Under their united efforts the branch gradually bent down to the level of the platform, as Red Cedar had foreseen.

"Make haste; Ellen, make haste, my child!" he shouted to the maiden.

The latter did not need any repetition of the invitation; she ran lightly along the branch, and in a twinkling was leaning against the stem. By her father's request she mounted to the upper branches, among which she disappeared.

"It is your turn, Fray Ambrosio," the squatter said.
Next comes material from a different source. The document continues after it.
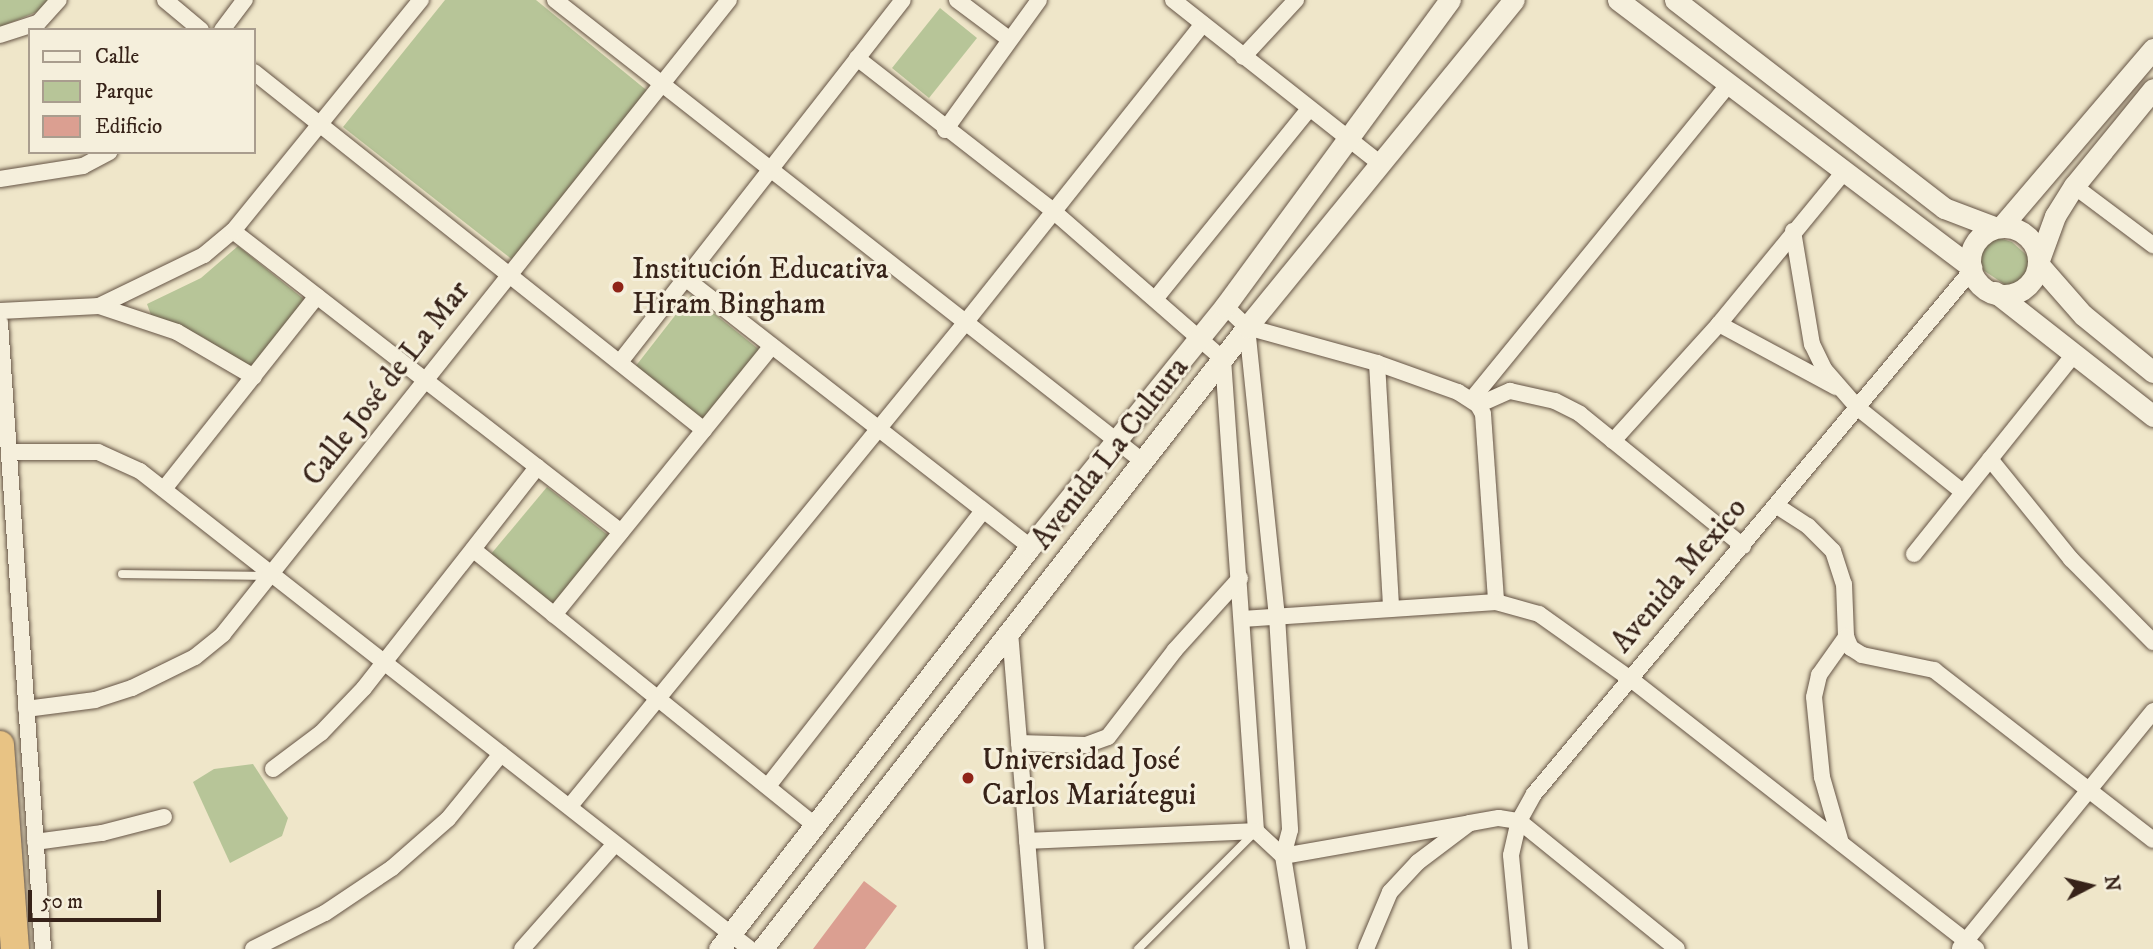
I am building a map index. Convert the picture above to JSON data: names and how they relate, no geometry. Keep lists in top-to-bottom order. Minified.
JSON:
{"streets":{"street":["Calle José de La Mar","Avenida La Cultura","Avenida Mexico"]},"places":["Institución Educativa Hiram Bingham","Universidad José Carlos Mariátegui"],"legend":["Calle","Parque","Edificio"],"scale_bar":"50 m","north":"right"}
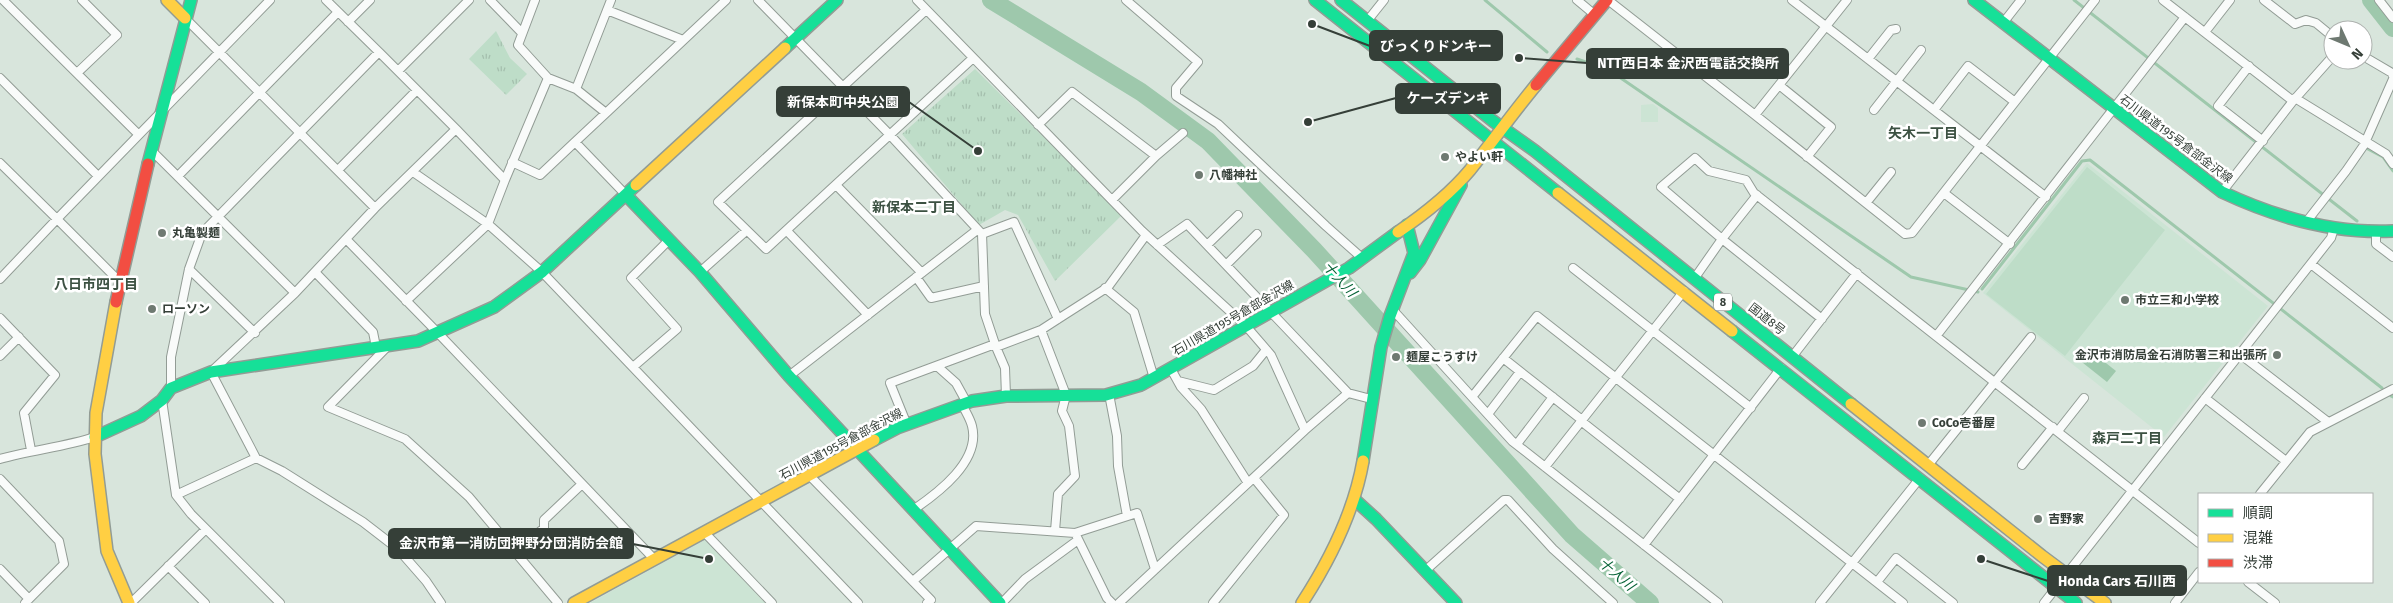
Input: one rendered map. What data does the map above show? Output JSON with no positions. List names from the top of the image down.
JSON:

The monk disappeared in the same way.

"It is yours, lad," the squatter said.

Sutter rejoined the other two. When left alone, Red Cedar put forth all his strength to hold the branch down, while he clung to its lower surface with his hand and feet. So soon as the branch was no longer held down, it rose, with a shrill whistle and a rapidity enough to make him giddy. The tree trembled to its roots. Ellen uttered a cry of terror and closed her eyes. When she opened them again, she saw her father astride on the end of the tree engaged in unfastening the running knot of his lasso, after which the squatter rose with perfect calmness, and while rolling the lasso round his loins, joined his companions.

"Well," he said to them, "you see it is finished; now we must continue our journey; are you ready?"

"Quite," they all said.

We repeat our assertion, that with the exception of the strangeness of the road, this way of travelling had nothing dangerous or even inconvenient about it, owing to the immense network of lianas that twined capriciously round the trees and the interlaced branches. The party proceeded, almost without perceiving it, from one tree to the other, constantly suspended over an abyss of sixty, even eighty, feet in depth.

Beneath them they at times perceived the wild beasts which they troubled in their mysterious lairs, and which, with outstretched necks and flashing eyes, watched them pass in surprise, not understanding what they saw. They marched thus the whole day, stopping for a moment to take breath, and starting again immediately. They had crossed, still on their floating bridge, a rather wide stream, and would soon find themselves in the lowlands.

It was about five in the evening; the beams of the setting sun lengthened the shadows of the trees; the owls, attracted by the startled flight of the beetles, of which they are excessively fond, were already flying about; a dense vapour rose from the ground, and formed a mist, in which the four persons almost disappeared: all, in a word, announced that night would soon set in.

Red Cedar had taken the lead of the little party for fear lest his companions might take a wrong direction in the inextricable labyrinth of the virgin forest; for at the height where they were the outlines of the ground entirely disappeared, and only an immense chaos of tufted branches and interlaced creepers could be seen.

"Hilloa, gossip!" Fray Ambrosio said, who, little accustomed to long walks, and weakened by the lengthened privations he had gone through, had walked for some time with extreme difficulty, "Shall we soon stop? I warn you that I can go no further."

The squatter turned sharply and laid his large hand on the monk's mouth.

"Silence!" he hissed; "Silence, if you value your scalp!"

"Cristo, if I value it!" the other muttered, with a movement of terror; "But what is happening fresh?"

Red Cedar cautiously moved a mass of leaves, and made a sign to his comrades to imitate him.

"Look," he said.

In a second the monk drew himself back with features convulsed with terror.

"Oh," he said, "this time we are lost!"

He tottered, and would have fallen, had not the squatter seized him by the arm.

"What is to be done?" he said.

"Wait," Red Cedar coldly answered: "our position for the present is not so desperate; you see them, but they do not see us."

Fray Ambrosio shook his head sadly,

"You have led us to our ruin," he said, reproachfully.

"You are an ass," Red Cedar answered with contempt; "do I not risk as much as you? Did I not warn you that we were surrounded? Leave me to act, I tell you."